• _WORK TASK_
The output should be every line below that includes the word "stream".

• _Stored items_
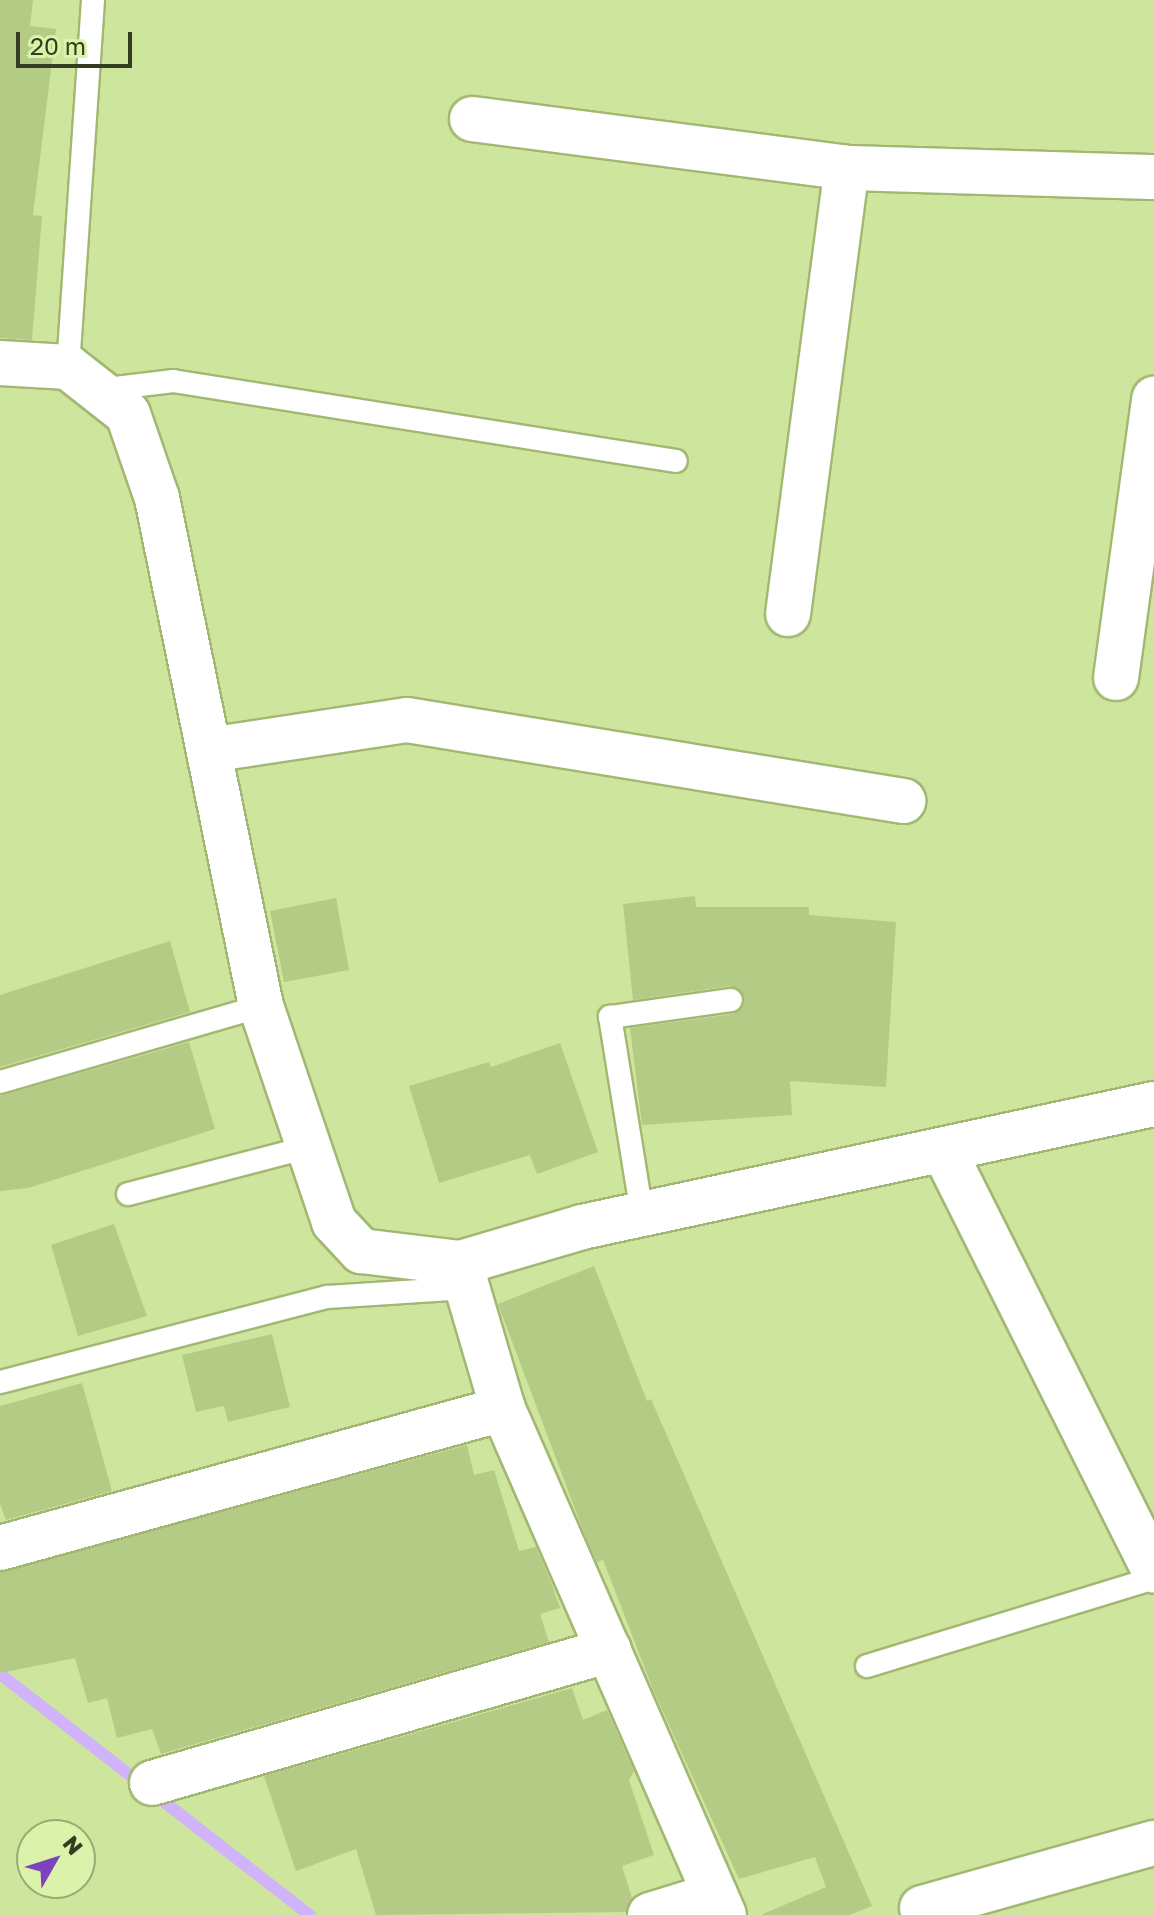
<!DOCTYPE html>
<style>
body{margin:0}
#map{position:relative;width:1154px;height:1915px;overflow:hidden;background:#cee59d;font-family:"Golos Text",sans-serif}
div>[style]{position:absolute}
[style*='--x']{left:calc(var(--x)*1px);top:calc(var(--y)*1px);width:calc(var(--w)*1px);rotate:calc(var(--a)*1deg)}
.stream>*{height:12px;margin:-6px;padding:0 6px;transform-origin:6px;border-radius:6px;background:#d0b3fb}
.building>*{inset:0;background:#b4cb85}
.roads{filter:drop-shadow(2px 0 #a2b872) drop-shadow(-2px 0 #a2b872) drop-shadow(0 2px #a2b872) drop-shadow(0 -2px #a2b872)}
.lane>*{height:22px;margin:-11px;padding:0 11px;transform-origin:11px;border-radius:11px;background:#fff}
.street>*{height:44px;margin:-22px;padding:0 22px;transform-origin:22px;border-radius:22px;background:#fff}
span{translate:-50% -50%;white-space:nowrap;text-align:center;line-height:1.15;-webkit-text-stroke:7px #dbf2aa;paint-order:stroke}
.north{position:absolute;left:16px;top:1819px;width:80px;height:80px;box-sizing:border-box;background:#dbf2aa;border:2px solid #98aa73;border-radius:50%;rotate:51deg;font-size:22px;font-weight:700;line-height:32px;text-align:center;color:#343d21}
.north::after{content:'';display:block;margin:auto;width:28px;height:36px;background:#7d43ba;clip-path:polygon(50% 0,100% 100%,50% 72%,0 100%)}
.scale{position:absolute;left:16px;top:32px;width:116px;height:36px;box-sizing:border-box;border:4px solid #343d21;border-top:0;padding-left:10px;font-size:24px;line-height:28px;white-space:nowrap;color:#343d21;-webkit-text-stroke:6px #dbf2aa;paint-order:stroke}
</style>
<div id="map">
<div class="stream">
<i style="--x:0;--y:1674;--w:393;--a:37.9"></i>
</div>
<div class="building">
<i style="clip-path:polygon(0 0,33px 0,30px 26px,56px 29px,33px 215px,42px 216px,32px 340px,0 338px)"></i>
<i style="clip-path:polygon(695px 896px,696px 907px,809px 907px,809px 915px,896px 922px,886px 1087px,790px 1081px,792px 1115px,642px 1125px,630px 1028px,733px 1014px,744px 1004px,741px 991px,730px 986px,633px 1000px,623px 904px)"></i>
<i style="clip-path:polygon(336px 898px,349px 970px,284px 982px,270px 911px)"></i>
<i style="clip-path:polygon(170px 941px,190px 1012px,0 1067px,0 995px)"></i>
<i style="clip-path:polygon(189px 1042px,215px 1129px,28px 1188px,0 1191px,0 1096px)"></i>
<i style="clip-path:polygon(560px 1043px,598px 1152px,537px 1174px,530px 1155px,439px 1183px,409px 1086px,489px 1062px,491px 1067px)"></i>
<i style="clip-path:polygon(114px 1224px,147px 1316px,78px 1336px,51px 1245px)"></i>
<i style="clip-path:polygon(594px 1266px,647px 1401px,651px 1399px,872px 1906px,849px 1915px,761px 1915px,826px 1887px,815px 1857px,739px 1879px,654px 1692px,603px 1560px,597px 1562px,584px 1533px,498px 1304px)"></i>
<i style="clip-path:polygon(272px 1334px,290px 1407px,228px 1422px,224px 1406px,196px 1412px,182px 1355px)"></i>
<i style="clip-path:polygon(82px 1383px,112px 1491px,6px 1520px,0 1504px,0 1406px)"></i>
<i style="clip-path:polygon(467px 1445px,474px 1475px,494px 1470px,519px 1551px,536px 1547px,551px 1582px,560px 1608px,540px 1614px,549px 1642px,161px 1754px,152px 1729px,117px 1738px,107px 1698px,88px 1703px,75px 1658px,0 1673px,0 1572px)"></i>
<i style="clip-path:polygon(572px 1688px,583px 1720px,607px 1710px,634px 1771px,629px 1780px,654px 1855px,622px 1866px,632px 1898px,626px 1912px,376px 1915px,356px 1849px,296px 1871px,264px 1776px)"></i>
</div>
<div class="roads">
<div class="lane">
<i style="--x:68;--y:367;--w:368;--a:-86.1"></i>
<i style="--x:99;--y:390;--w:75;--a:-6.9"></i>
<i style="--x:173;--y:381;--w:509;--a:9.04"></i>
<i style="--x:0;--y:1082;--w:272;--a:-16.2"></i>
<i style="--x:128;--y:1194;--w:187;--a:-14.6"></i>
<i style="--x:642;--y:1214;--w:200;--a:-99.2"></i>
<i style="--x:610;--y:1017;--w:122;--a:-8"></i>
<i style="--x:0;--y:1382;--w:338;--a:-14.6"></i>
<i style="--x:327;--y:1297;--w:140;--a:-3.7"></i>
<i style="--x:867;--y:1666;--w:300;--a:-17"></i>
</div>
<div class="street">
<i style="--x:472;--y:119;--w:378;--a:7.4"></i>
<i style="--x:847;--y:168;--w:307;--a:1.7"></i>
<i style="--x:0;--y:363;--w:68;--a:3.4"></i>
<i style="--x:68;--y:367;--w:76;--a:38.1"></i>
<i style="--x:128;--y:414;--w:89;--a:71"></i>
<i style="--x:157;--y:498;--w:519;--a:78.43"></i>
<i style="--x:261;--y:1006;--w:228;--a:71.3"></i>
<i style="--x:334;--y:1222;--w:40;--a:47"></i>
<i style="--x:361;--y:1251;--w:100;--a:6.9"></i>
<i style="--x:460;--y:1263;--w:127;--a:-16.4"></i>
<i style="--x:582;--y:1227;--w:585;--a:-12.14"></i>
<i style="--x:788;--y:614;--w:450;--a:-82.5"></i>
<i style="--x:1116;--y:678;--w:282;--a:-82.2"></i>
<i style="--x:209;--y:750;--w:200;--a:-8.6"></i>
<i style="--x:407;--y:720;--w:503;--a:9.27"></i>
<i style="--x:945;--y:1153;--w:467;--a:63.4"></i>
<i style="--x:460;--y:1263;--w:152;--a:73.6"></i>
<i style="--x:503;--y:1409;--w:552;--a:66.41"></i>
<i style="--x:0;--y:1548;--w:522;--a:-15.45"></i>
<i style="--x:152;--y:1783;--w:476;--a:-16.2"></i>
<i style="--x:922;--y:1908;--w:241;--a:-15.7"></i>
<i style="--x:650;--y:1915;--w:68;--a:-17.1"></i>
</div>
</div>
<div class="north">N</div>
<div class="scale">20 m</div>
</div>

• _EXERCISE RESULT_
.stream>*{height:12px;margin:-6px;padding:0 6px;transform-origin:6px;border-radius:6px;background:#d0b3fb}
<div class="stream">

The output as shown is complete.